In The Strain, authors Guillermo Del Toro and Chuck Hogan evoke Stoker’s Dracula with its king vampire and its jet airliner — instead of a ship — whose passengers are dead on arrival. But Dracula’s fangs are replaced by a fleshy appendage that pops out like that second mouth in the Alien monster and infects others to create an undead army. The Strain literally defines the vampire-as-virus concept with the hero as a Center for Disease Control scientist for whom eliminating the vampires is the same as containing a virulent plague.
Justin Cronin’s 2010 bestseller The Passage chronicles a highly contagious viral plague unleashed by a military experiment gone awry and wipes out almost all of humanity. The virus causes vampirism and results in 40 million undead roaming America. Crossbreeding I Am Legend with Stephen King’s The Stand and Salem’s Lot, The Passage is the first volume in a planned trilogy that’s already been sold to Ridley Scott for a 2013 movie.
Fear of a world-ending plague has become a pervasive cultural metaphor that reflects distress not only about biological disease and terrorism, but also about explosive social changes in the 21st century. Viral vampires, infectious zombies, and apocalyptic plagues dramatize the transformative impact of contagion. While ostensibly pondering the overthrow of the food chain with humans at the bottom, epidemic horror also imagines the overthrow of the social, economic, and political order.

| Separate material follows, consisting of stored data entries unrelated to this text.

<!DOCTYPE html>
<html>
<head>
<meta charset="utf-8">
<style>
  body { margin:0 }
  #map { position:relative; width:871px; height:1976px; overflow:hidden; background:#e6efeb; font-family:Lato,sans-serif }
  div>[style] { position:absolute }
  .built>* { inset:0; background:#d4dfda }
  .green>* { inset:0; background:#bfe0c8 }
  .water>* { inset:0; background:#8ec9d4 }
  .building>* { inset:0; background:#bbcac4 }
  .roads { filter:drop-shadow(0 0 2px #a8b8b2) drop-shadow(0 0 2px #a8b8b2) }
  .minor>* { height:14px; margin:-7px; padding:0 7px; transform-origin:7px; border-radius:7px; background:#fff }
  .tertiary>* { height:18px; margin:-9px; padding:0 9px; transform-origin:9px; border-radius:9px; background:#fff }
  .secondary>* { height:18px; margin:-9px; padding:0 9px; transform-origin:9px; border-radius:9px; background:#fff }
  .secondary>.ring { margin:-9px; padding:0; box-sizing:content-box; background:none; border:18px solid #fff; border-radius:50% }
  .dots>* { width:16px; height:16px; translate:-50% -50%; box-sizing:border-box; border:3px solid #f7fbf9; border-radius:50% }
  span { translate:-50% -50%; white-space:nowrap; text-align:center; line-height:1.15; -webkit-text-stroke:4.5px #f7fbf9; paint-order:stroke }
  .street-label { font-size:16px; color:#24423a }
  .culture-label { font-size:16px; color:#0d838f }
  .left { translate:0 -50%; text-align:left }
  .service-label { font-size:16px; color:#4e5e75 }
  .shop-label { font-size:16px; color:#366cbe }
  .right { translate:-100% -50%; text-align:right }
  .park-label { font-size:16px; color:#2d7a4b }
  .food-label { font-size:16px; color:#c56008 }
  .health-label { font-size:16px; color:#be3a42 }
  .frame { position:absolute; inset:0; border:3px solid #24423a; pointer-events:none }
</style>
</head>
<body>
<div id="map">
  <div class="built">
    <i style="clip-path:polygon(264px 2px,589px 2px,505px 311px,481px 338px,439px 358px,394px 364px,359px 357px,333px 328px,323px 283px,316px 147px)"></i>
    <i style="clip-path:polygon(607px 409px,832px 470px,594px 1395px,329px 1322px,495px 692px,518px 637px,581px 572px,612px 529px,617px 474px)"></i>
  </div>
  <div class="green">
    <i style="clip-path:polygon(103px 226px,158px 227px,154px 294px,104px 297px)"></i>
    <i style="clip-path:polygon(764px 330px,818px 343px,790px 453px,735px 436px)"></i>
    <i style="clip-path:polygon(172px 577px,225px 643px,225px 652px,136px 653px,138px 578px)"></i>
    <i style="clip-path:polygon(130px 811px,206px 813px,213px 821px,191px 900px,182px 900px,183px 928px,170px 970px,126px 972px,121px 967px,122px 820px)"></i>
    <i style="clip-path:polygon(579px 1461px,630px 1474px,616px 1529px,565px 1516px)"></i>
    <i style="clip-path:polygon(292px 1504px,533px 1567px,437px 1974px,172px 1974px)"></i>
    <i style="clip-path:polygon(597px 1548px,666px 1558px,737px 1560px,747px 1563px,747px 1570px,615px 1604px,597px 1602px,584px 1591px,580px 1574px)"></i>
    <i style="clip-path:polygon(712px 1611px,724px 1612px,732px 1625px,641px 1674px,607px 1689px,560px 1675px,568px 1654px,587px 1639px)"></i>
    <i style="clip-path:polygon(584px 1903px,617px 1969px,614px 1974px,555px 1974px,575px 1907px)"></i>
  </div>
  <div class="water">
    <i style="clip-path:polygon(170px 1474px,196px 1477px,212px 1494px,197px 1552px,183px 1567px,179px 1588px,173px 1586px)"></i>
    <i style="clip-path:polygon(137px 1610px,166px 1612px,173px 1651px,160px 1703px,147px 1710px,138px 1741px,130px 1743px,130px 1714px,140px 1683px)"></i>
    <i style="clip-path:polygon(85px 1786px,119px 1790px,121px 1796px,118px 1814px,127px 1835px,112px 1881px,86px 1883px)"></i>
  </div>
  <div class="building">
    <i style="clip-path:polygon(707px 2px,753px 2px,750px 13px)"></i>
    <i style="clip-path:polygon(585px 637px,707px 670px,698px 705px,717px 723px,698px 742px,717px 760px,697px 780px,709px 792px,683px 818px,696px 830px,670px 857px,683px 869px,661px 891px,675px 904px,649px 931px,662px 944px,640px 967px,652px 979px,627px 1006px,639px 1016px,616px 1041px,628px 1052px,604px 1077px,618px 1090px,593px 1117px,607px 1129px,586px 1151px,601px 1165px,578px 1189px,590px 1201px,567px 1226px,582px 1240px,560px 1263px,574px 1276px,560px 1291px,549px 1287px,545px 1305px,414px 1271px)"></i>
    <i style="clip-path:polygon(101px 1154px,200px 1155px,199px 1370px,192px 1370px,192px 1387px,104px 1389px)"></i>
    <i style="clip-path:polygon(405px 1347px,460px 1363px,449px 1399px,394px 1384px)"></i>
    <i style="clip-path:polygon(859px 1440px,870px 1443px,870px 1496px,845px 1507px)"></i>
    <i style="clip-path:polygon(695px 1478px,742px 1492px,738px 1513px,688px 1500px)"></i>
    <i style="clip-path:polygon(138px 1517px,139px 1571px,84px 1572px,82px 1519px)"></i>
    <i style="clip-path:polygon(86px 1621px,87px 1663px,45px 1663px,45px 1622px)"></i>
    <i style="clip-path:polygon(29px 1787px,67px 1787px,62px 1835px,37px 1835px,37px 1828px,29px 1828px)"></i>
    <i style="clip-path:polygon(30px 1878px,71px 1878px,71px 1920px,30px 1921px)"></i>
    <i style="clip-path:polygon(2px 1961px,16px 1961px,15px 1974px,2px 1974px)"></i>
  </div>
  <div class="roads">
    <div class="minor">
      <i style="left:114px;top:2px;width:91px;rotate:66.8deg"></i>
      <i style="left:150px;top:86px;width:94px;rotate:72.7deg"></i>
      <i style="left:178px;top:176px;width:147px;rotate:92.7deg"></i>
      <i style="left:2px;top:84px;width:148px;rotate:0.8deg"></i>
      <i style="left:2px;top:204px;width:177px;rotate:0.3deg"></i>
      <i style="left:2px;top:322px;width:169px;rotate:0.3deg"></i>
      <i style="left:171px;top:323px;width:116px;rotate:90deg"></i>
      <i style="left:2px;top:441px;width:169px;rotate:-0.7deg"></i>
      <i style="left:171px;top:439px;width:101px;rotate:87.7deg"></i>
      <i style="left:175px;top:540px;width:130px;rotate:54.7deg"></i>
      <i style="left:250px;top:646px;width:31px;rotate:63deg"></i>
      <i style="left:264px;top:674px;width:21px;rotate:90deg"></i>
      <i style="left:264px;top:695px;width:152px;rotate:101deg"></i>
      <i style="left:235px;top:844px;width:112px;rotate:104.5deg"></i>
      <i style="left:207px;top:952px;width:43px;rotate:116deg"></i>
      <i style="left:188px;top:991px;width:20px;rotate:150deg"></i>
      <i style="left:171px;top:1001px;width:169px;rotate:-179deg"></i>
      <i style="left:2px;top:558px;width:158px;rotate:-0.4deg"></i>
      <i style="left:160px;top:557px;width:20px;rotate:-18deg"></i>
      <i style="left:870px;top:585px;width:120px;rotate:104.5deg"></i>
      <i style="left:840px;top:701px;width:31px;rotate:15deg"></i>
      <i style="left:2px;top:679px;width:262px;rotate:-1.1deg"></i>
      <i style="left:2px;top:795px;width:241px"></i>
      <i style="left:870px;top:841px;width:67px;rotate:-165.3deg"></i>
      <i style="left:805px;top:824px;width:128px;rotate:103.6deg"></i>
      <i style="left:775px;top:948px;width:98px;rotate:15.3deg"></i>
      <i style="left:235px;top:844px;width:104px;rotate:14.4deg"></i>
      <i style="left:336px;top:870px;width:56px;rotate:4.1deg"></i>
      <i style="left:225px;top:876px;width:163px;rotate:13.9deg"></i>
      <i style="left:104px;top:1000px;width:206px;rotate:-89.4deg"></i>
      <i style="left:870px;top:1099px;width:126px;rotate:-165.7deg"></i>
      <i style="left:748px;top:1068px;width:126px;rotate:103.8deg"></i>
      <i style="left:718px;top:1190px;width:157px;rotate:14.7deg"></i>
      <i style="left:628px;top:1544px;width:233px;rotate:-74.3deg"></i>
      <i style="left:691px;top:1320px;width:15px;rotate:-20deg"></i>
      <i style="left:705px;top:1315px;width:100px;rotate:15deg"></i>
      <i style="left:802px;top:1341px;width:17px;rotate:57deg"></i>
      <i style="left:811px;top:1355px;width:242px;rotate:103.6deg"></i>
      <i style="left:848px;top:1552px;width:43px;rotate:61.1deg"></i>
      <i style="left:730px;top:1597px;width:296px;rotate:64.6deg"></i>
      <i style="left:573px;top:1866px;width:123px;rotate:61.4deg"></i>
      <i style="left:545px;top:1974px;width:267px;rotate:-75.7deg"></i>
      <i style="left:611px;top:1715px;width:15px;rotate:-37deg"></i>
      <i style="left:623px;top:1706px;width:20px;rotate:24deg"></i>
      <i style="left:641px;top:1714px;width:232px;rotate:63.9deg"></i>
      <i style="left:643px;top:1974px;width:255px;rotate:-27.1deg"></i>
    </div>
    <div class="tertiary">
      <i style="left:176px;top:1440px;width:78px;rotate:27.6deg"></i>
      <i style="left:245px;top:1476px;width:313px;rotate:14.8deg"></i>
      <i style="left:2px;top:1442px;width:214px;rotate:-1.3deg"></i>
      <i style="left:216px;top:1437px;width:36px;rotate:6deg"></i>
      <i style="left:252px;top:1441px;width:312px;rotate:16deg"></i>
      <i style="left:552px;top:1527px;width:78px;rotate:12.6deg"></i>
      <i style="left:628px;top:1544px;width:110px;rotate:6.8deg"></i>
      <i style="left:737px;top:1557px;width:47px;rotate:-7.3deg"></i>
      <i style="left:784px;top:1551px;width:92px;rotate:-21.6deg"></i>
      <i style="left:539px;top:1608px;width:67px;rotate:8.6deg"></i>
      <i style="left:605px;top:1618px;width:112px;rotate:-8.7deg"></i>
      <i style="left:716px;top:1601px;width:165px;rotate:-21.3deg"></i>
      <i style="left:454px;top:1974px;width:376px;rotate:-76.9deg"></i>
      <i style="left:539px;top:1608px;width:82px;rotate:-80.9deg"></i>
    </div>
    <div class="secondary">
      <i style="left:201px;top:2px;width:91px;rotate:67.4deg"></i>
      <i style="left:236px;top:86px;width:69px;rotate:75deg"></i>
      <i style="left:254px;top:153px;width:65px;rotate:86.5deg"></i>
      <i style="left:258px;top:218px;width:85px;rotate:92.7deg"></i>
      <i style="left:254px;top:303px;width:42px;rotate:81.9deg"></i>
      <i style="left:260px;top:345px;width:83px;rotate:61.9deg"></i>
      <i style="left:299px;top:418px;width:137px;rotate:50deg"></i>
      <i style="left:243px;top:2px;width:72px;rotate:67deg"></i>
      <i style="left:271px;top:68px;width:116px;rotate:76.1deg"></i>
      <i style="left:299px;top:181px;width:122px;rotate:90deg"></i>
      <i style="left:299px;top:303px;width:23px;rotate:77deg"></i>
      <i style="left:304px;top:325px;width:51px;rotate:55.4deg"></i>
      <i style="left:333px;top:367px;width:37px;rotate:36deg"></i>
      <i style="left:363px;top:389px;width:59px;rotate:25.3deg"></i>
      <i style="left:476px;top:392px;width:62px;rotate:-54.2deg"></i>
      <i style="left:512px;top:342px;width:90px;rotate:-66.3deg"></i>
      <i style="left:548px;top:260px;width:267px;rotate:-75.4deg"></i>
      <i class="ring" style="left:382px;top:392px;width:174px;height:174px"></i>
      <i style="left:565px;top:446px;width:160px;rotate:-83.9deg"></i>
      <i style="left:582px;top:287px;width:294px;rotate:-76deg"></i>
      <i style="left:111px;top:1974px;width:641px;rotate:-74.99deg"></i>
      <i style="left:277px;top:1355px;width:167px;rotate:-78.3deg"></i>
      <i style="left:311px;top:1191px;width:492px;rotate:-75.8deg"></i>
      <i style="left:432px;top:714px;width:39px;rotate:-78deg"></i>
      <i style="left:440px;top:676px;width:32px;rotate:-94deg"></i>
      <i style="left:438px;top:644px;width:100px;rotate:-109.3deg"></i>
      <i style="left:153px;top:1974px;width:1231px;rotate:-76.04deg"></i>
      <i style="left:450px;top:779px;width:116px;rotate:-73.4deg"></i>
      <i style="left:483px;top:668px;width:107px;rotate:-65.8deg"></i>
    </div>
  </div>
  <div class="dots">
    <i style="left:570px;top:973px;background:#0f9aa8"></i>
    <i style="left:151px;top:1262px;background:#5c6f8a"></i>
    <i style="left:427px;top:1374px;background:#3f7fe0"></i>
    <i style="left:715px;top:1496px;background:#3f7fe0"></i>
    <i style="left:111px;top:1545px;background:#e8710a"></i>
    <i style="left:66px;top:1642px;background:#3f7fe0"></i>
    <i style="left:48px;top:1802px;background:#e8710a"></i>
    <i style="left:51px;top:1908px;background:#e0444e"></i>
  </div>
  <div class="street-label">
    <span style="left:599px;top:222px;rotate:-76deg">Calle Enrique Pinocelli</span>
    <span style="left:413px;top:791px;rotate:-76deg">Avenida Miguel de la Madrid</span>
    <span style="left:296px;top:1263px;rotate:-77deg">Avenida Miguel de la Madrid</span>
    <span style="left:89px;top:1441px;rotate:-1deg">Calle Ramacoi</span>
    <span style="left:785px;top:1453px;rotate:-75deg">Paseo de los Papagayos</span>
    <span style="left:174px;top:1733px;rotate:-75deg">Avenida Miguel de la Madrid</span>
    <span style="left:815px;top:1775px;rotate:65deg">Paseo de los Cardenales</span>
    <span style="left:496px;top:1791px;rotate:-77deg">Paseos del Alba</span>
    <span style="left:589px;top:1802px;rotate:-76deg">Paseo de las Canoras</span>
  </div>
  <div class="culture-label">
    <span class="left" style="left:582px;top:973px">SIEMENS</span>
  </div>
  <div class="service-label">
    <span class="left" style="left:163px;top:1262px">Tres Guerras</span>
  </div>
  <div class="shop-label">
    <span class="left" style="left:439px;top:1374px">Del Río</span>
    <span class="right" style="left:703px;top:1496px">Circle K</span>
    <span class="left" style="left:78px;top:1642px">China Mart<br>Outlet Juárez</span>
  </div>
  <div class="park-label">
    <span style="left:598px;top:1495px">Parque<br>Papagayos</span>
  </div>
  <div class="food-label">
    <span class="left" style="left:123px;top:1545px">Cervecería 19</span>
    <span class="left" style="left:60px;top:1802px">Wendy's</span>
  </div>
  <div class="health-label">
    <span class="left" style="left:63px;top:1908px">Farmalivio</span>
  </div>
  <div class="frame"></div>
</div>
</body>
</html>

More than ever, epidemic forces shape our lives in a mostly negative way. Our drastic fear of these epidemics reflects a terrified response to the possibility of such status-reducing change.
As director George Romero said about his Night of the Living Dead, “This was a story about revolution in a horror context and I wanted to show the disintegration of the old guard.” The proliferation of popular culture epidemic horror testifies to the fears associated with the rise of contagion, exponential change, and globalization.
While exploiting these contagious fears, vampire-virus-zombie plague stories — like The Passage, The Strain, The Walking Dead, Stake Land (2011) and the BBC television series Survivors (2010) — also focus on the remnants of a surviving humanity. An apocalyptic plague of dramatizes the compelling story of the necessity and perils of community. The struggling survivors gain courage via their social connections and occasionally demonstrate the triumph of human love and cooperation in the face of extinction. Finding temporary affirmation in the enduring foundations of community, the apocalyptic survivors offer positive myths for surviving the contagious age.